• [DIRECTIONS FOR THIS TASK]
Run through the records and, wherever a line holds the word "Quorn", return that line.

• [Dataset entries]
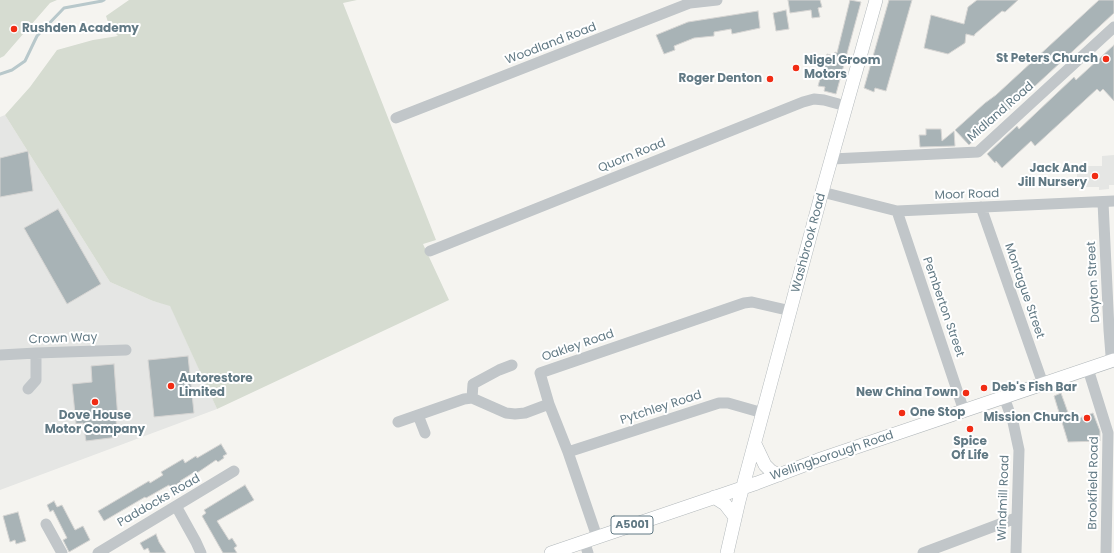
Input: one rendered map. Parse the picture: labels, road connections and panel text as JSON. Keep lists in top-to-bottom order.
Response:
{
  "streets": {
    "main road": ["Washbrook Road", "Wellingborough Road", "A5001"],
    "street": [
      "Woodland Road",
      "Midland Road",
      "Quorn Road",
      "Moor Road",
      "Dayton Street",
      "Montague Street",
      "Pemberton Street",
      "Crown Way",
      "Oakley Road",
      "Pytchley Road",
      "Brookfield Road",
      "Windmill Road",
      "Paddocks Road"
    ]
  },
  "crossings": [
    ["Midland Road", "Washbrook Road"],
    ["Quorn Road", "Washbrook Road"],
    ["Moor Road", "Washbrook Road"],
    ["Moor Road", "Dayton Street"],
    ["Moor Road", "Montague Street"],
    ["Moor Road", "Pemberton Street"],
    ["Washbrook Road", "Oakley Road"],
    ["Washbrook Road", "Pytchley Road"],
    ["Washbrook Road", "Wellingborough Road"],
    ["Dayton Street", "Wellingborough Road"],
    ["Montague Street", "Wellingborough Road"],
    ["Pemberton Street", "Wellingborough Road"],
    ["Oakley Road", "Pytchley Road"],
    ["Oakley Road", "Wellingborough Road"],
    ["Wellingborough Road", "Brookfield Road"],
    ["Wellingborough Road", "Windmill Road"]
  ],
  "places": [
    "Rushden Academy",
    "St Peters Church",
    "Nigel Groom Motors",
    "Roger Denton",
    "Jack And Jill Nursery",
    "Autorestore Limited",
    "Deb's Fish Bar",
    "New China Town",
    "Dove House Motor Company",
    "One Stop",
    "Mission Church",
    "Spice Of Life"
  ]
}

• [TASK ANSWER]
      "Quorn Road",
    ["Quorn Road", "Washbrook Road"],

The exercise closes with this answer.